Nerida Dickinson: Once We Were Kings

Once We Were Kings Once We Were Kings
photo Mustafa Al Mahdi
Pride shines through in intimate tales of love, loss, rejection and steadfast memory. Once We Were Kings presents a collection of richly evocative vignettes of life as experienced by gay Muslim immigrants to Australia. The fluent beauty of the language is a tribute, a call to bear witness and a seized opportunity to share stories.

Self-discovery takes many routes in these overlapping monologues, with specific details catching the heart and imagination—letters hidden in a pot plant, furtive holding of fingers under a pizza box (from the halal place) and the last memory of a grandfather. Common themes abound: rejection by fellow believers, rejection by lovers, loss of cultural identity with migration and loss of family connections. This small cluster of shared life experiences is marked by its acceptance of a diversity of voices. No single authoritative narrative dominates this sub-sub-culture, its commonality based in the suffering of social rejection and denial of personal validity.

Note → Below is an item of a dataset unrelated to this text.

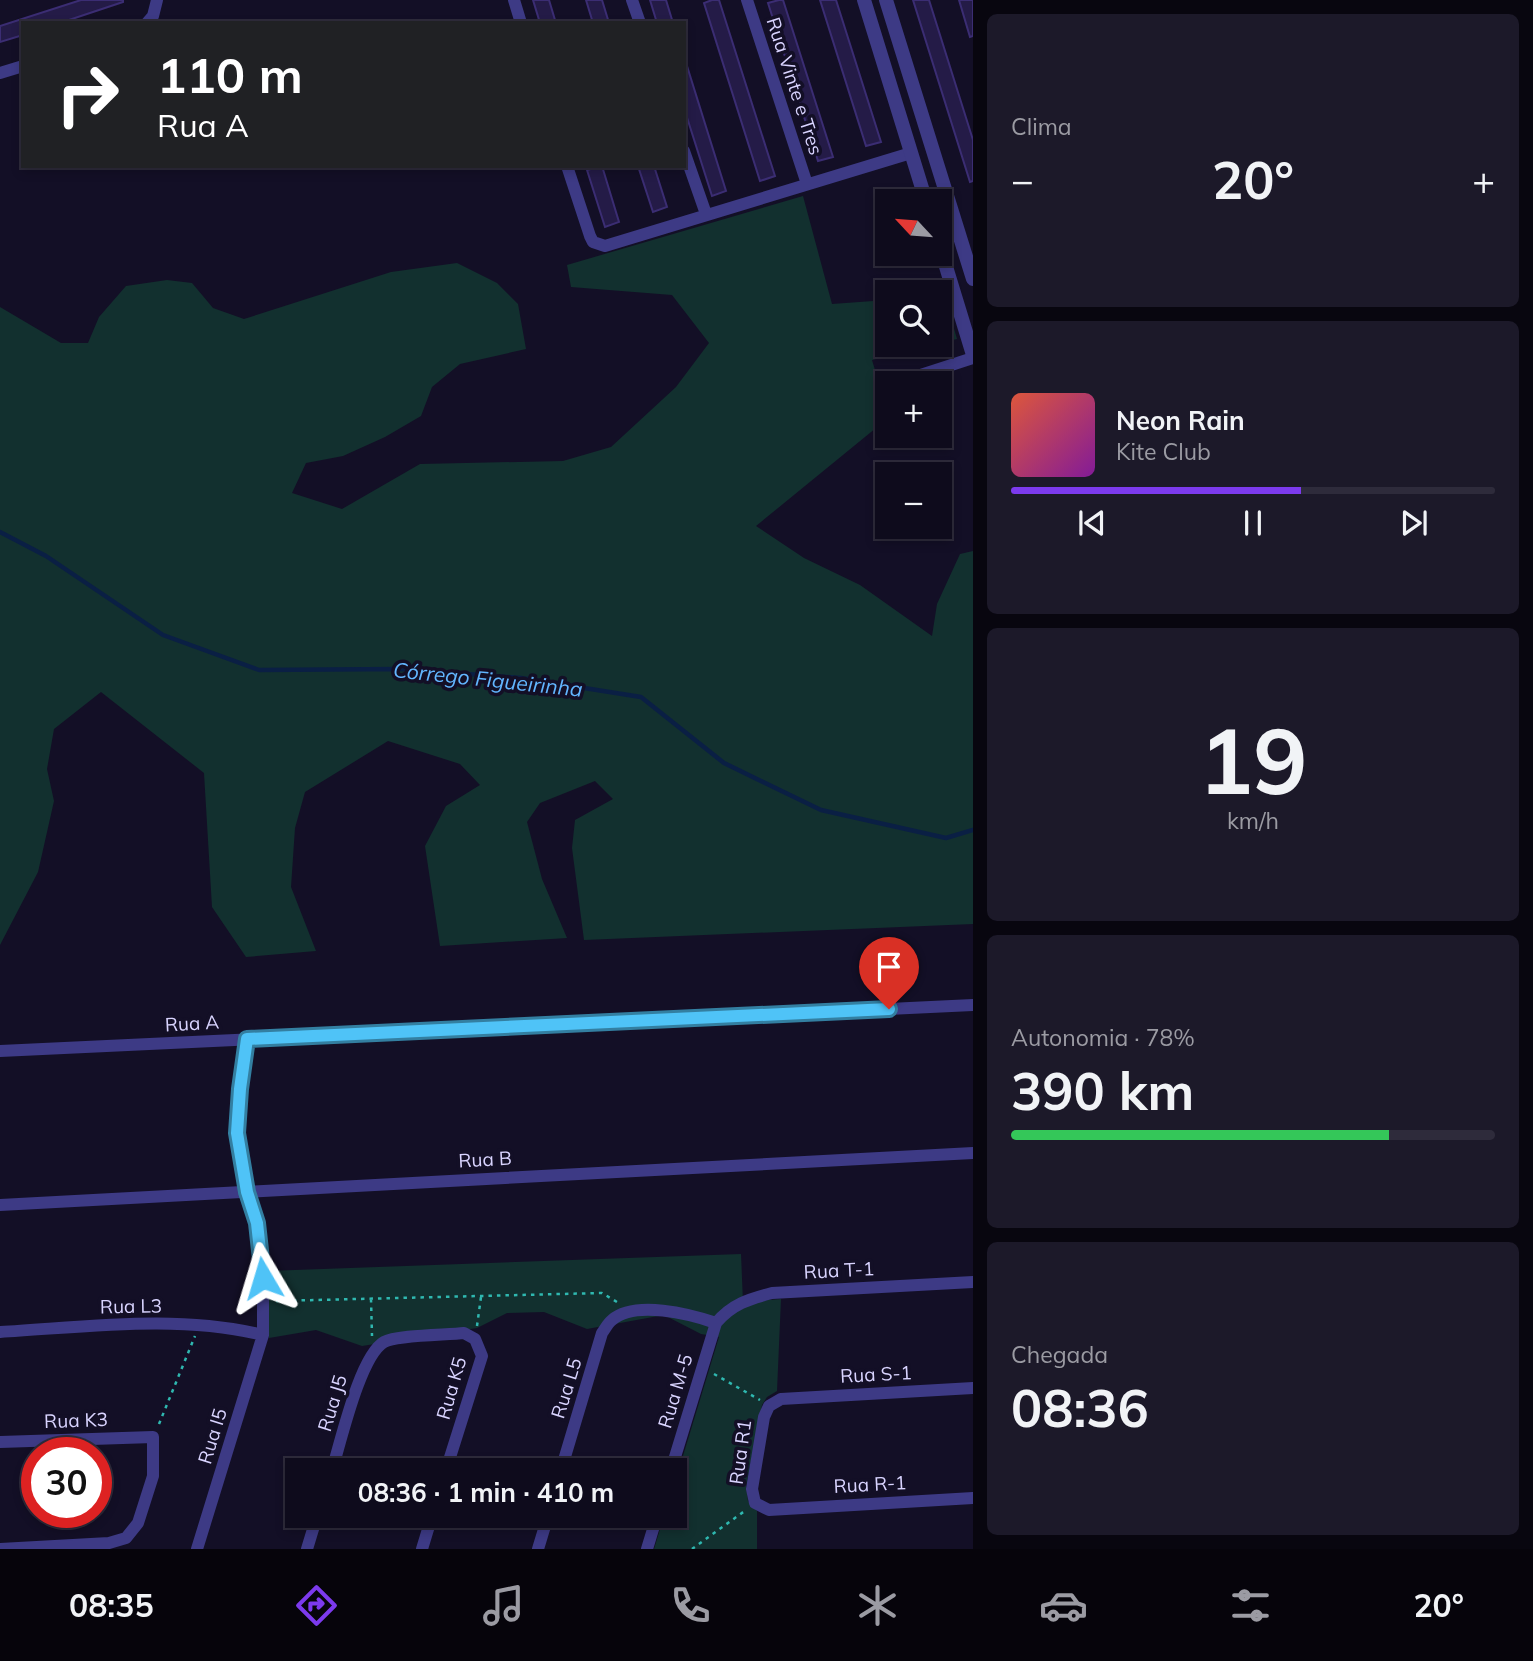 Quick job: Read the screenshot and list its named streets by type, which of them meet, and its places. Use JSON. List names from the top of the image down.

Cashews and pomegranates—motifs of sweet and sour, pride and heritage—evoke memories flowing through more tangible recollections of regret and loss. Delivered direct to the audience in a stylised manner, the vignettes combine angst, nostalgia, anger, bitterness and humour. Concealing identifying details, names of people and places, dates and events beyond the confronting immediacy of the personal moments shared here, the stories’ contributors reveal the raw nature of their truths, still stinging nerves not yet ready for the bracing air of public scrutiny.

Three young actors, Angela Mahlatjie, Solayman Belmihoub and Naomi Denny, deliver demanding material clearly, without hesitation. The stylised manner of presentation removes some dramatic opportunities, but their delivery echoes the detachment necessary to survive some of the situations and frustrations. Director Mustafa Al Mahdi guides his cast to connect with the audience through a kaleidoscopic selection of abstractly styled, intimate moments—a challenge met with understated dramatic skill by the performers.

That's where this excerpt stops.